W odróżnieniu od poprzednich etapów negocjacji obecne żądania USA skupiają się na długofalowych problemach strukturalnych, a nie konkretnych korzyściach dla amerykańskiego biznesu. Tym samym przyjęta początkowo przez Trumpa formuła rozmów oparta na poszukiwaniu spektakularnych umów („deals”) wyczerpuje się, co zwiastuje rozpoczęcie etapu bardziej kompleksowych i trudniejszych dla Chin negocjacji. Dotychczas Pekin starał się wygasić konflikt poprzez pomniejsze ustępstwa, jednak wyraża gotowość symetrycznej odpowiedzi na amerykańskie uderzenia. Jednocześnie stara się wykorzystać dyplomatycznie spór z USA do kreowania się na obrońcę globalizacji i wielostronnych reguł handlowych. Stosowane przez USA narzędzia mogą zaburzyć globalne łańcuchy dostaw w sektorze wysokich technologii, co może odbić się na kondycji gospodarczej sojuszników Stanów Zjednoczonych w UE i Azji Wschodniej.

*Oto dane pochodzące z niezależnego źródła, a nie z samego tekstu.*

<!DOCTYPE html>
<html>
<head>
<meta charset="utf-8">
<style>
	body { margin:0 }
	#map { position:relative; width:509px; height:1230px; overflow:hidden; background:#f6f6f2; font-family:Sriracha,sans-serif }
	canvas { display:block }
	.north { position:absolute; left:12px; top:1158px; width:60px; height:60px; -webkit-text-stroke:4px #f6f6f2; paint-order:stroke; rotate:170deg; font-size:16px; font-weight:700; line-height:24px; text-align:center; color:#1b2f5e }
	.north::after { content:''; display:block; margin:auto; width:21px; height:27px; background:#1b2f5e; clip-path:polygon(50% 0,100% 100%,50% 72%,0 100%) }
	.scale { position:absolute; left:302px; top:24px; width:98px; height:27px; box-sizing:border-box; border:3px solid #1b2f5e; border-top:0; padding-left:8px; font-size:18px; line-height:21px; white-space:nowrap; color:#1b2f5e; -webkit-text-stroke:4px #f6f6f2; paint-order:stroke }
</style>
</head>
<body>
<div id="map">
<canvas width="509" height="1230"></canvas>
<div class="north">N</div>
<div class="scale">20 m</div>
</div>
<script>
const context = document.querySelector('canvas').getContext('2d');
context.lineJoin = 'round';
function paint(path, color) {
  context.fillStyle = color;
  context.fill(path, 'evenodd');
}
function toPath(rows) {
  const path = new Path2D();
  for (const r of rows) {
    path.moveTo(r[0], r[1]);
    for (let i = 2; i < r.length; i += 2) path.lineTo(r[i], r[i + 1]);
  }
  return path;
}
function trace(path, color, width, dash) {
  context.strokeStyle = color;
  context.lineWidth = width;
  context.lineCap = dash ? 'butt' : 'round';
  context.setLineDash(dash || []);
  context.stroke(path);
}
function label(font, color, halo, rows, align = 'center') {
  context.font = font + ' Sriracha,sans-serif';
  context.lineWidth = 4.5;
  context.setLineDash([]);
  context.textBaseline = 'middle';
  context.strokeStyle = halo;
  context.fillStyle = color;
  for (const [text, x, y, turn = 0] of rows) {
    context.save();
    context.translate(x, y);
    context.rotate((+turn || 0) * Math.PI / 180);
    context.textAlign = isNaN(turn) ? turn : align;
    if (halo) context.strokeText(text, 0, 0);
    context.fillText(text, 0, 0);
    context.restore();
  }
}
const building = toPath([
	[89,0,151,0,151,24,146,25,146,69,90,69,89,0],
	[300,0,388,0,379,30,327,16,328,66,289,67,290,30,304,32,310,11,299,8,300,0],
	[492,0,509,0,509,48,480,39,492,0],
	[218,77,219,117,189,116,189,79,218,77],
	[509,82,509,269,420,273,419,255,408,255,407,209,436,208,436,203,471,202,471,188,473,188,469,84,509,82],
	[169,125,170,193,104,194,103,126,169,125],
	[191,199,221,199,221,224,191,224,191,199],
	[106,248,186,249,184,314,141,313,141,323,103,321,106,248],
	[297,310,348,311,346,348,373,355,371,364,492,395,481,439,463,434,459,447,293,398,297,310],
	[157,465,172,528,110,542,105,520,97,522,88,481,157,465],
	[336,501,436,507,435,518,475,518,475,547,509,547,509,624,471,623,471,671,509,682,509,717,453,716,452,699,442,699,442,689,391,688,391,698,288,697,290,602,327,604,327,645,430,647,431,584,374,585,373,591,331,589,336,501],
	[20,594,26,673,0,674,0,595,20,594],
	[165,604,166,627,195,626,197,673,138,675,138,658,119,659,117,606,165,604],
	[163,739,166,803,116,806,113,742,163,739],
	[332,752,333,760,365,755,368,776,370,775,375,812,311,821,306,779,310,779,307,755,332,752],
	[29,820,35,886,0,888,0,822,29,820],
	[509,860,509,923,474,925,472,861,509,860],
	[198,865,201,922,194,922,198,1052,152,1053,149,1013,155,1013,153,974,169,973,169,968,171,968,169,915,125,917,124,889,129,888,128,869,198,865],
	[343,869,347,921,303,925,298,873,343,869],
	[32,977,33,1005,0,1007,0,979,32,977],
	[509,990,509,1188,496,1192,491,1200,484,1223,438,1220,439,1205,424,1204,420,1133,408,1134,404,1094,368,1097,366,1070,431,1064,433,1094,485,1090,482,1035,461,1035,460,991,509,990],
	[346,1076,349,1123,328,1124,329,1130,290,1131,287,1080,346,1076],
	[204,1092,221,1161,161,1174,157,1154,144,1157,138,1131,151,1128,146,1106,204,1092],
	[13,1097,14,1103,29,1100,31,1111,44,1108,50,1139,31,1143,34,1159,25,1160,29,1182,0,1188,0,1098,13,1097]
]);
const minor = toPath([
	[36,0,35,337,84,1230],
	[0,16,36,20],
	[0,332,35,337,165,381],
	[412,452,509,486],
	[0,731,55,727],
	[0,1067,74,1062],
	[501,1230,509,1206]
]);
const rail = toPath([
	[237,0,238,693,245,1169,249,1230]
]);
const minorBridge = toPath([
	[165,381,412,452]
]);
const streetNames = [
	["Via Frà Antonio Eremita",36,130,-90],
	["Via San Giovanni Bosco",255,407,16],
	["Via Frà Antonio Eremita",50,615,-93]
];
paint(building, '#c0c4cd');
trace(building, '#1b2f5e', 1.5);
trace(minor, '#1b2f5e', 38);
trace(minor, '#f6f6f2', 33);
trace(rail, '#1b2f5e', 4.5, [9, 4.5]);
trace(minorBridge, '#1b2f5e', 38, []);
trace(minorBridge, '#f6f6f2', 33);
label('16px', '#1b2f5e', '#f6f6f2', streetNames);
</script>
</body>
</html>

Wojna celna jako strategia negocjacyjna
Realizowana przez USA strategia zwiększania nacisku na Pekin poprzez groźbę wojny celnej stanowi ewolucję w stosunku do początku prezydentury Donalda Trumpa. W trakcie spotkań z prezydentem Xi Jinpingiem w 2017 roku zaproponował on Chinom formułę konstruktywnego dialogu, mającego na celu przede wszystkim zwiększanie eksportu USA do Chin i otwieranie chińskiego rynku. Rezultatem było podpisanie (w większości niewiążących) umów na sprzedaż amerykańskich produktów i usług o wartości 250 mld USD oraz wypracowanie tzw. planu na 100 dni dotyczącego otwierania chińskiego rynku (m.in. dla amerykańskich instytucji finansowych). Według strony amerykańskiej Chińczycy nie wywiązali się w pełni z porozumień, w rezultacie od marca br. Trump przyjął taktykę zwiększania napięcia poprzez groźbę wojny celnej.

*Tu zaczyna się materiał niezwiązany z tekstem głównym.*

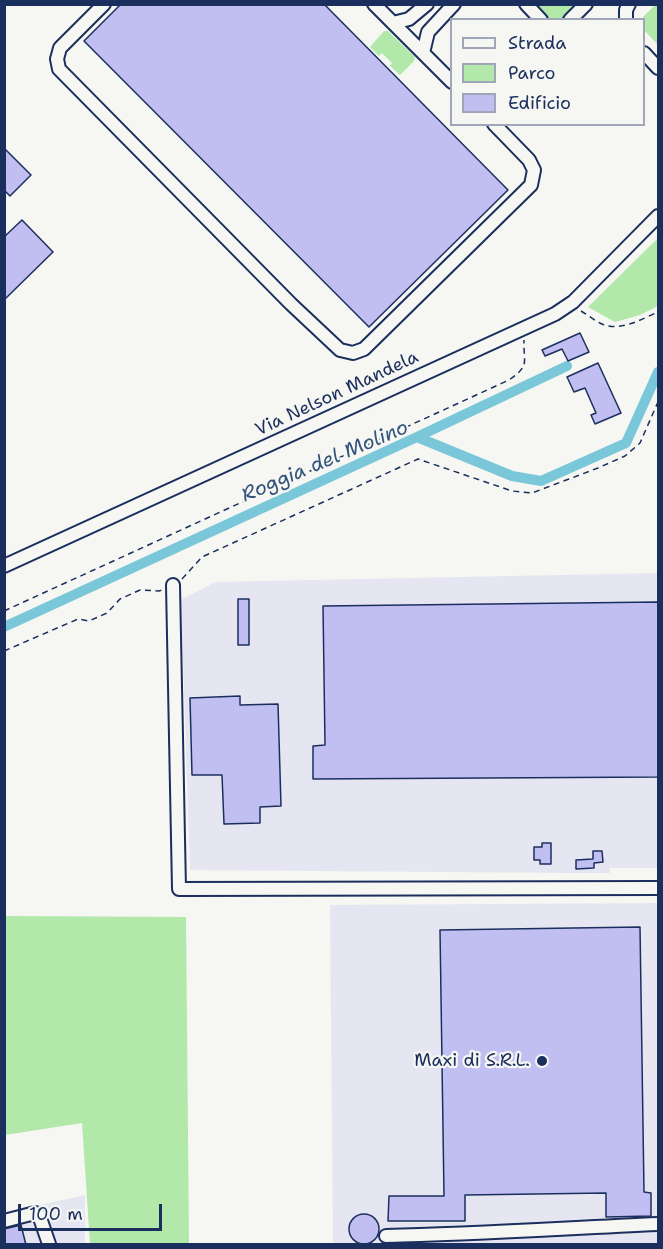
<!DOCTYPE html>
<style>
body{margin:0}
#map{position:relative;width:663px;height:1249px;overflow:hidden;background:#f6f6f2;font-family:"Shantell Sans",sans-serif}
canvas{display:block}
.frame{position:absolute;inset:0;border:6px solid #1b2f5e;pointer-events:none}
.legend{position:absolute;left:450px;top:18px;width:195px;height:108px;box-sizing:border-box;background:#f6f6f2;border:2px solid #9ea6b7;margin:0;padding:8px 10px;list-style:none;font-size:18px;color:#1b2f5e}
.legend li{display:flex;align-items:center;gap:12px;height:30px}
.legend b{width:30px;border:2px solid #9ea6b7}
.scale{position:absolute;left:18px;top:1204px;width:144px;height:27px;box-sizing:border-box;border:3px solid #1b2f5e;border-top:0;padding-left:8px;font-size:18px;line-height:21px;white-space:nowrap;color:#1b2f5e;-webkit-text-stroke:4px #f6f6f2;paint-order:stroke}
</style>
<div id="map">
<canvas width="663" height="1249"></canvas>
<div class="frame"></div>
<ul class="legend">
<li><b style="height:8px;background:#f6f6f2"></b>Strada</li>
<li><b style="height:16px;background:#b2e8aa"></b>Parco</li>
<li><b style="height:16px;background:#c1bff1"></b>Edificio</li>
</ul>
<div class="scale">100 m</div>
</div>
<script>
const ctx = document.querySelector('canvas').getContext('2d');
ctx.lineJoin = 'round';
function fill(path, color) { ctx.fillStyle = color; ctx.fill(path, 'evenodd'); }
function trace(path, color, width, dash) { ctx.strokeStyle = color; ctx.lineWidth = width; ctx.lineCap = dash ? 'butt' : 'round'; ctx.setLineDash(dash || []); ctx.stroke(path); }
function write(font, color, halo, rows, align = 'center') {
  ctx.font = font + ' "Shantell Sans",sans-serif'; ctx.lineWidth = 4.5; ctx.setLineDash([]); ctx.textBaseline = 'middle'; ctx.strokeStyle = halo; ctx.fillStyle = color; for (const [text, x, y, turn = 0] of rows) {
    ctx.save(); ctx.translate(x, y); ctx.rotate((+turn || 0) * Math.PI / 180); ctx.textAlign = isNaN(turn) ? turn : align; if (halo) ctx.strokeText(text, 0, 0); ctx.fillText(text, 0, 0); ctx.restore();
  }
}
const built = new Path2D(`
 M658 573V868H610V873H566L190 870 181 600 215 582Z
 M658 903V1244H333L330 905Z
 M85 1195V1244H5L4 1213Z`);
const green = new Path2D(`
 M531 5H582L565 19H547Z
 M655 5H658V45L645 31 643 17Z
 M384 31H388L415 57 414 61 400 75 390 66 392 63 382 53 379 56 370 47Z
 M658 238V306L640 315 615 322 588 307Z
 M5 916 186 917 189 1244H90L82 1123 5 1135Z`);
const canal = new Path2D(`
 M417 437 567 366
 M4 627 417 437 512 476 541 481 626 443 658 372`);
const building = new Path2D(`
 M121 4H324L508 190 369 327 84 41Z
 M4 148 31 175 10 196 4 190Z
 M22 220 53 252 4 300V237Z
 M580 333 589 352 568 361 562 349 545 356 542 350Z
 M598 363 621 413 595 424 591 415 596 413 585 388 574 392 567 377Z
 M238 599H249V645H238Z
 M658 602V777L313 779V746L325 745 323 606Z
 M240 696V705L278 704 281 806 260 807V823L224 824 222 775H192L190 698Z
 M542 843H551V864H540V860H534V847H542Z
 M593 851H602L603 862 594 863V868L576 869V860L593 859Z
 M640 927 644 1192 651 1193V1216L606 1217V1193L465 1195V1221H388L389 1196H444L440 930Z
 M349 1229a15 15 0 1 1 30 0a15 15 0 1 1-30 0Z
 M21 1225 26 1245H4V1229Z`);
const path = new Path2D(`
 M581 311C588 315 595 321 602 324 620 332 642 319 658 312
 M182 579 202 557 418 459 512 491 532 493 598 468 625 456 640 443 658 402
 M4 611 509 380C531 365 523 362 524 340
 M4 651 78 619 89 621 107 613 120 599 140 590 159 591 162 590`);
const minor = new Path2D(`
 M104 4 60 48 57 59 59 69 291 304 340 350 353 353 364 349 531 185 534 170 529 160 494 124
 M374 4 452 82
 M526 4 541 20
 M570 20 586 4
 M626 20V10L629 4
 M393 23 409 19 427 4
 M423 53 428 32 454 4
 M644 53 658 68
 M4 566 555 314 573 302 658 216
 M173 585 179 889 658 888
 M4 1221 35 1213 39 1215 49 1244
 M386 1236C477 1234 567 1228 658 1224`);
const markers = [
 [542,1061,6,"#1b2f5e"]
];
const streetNames = [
 ["Via Nelson Mandela",337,394,-25]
];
const poiNames = [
 ["Maxi di S.R.L.",530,1061]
];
const waterNames = [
 ["Roggia del Molino",325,462,-23]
];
fill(built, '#e6e6f2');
fill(green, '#b2e8aa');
trace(canal, '#7ac7d9', 10);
fill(building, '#c1bff1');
trace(building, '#1b2f5e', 1.5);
trace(minor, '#1b2f5e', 16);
trace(path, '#1b2f5e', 1.5, [6, 4.5]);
trace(minor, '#f6f6f2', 12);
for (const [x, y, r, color] of markers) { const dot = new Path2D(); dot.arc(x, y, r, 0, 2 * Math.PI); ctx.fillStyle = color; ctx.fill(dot); trace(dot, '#f6f6f2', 2); }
write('18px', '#1b2f5e', '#f6f6f2', streetNames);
write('18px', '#1b2f5e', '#f6f6f2', poiNames, 'right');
write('italic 20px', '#33557d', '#f6f6f2', waterNames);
</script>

W maju br. doszło do serii spotkań delegacji odpowiedzialnych za rozwiązanie narastającego konfliktu, na czele z sekretarzem skarbu USA Stevenem Mnuchinem i wicepremierem do spraw gospodarczych Chin Liu He. Obok żądań rozwiązania długofalowych problemów, głównym postulatem Waszyngtonu była deklaracja Chin dotycząca zmniejszenia nadwyżki w handlu z USA o 200 mld USD do 2020 roku. 20 maja strona chińska zobowiązała się do zwiększenia importu żywności i surowców energetycznych (w tym LNG) z USA, unikając jednak konkretnych deklaracji. Wedle amerykańskich negocjatorów groźba wojny handlowej „została wstrzymana”, co zostało odebrane przez stronę chińską jako wycofanie się USA z zapowiedzi drugiej fali ceł i uznane za sukces negocjacyjny. Wspólne oświadczenie opublikowane po negocjacjach jedynie w niewielkim stopniu odnosiło się do kwestii zabezpieczenia amerykańskich technologii, kluczowej dla dużego biznesu z USA. 30 maja Waszyngton zapowiedział kontynuowanie procedury nakładania ceł na chińskie produkty wysokotechnologiczne. Ich szczegółowa lista ogłoszona została 15 czerwca br., mają być one wprowadzone 6 lipca. Dodatkowo na 30 czerwca zapowiedziano ogłoszenie dalszych restrykcji dla chińskich inwestycji w USA i kontroli eksportu do Chin towarów zawierających wrażliwe technologie, jednak 27 czerwca prezydent USA wycofał się z tej decyzji wobec protestów amerykańskiego biznesu. Według deklaracji Trumpa, w przypadku braku odpowiedzi na problemy strukturalne lub wprowadzenia retorsji celnych ze strony Chin USA mają nałożyć kolejne cła w wysokości 10% na towary o wartości 200 mld USD. Chiny skrytykowały Trumpa za nagłą woltę w negocjacjach, wycofały się z deklaracji zakupowych i zapowiedziały symetryczną odpowiedź na nowe cła (zob. Aneks).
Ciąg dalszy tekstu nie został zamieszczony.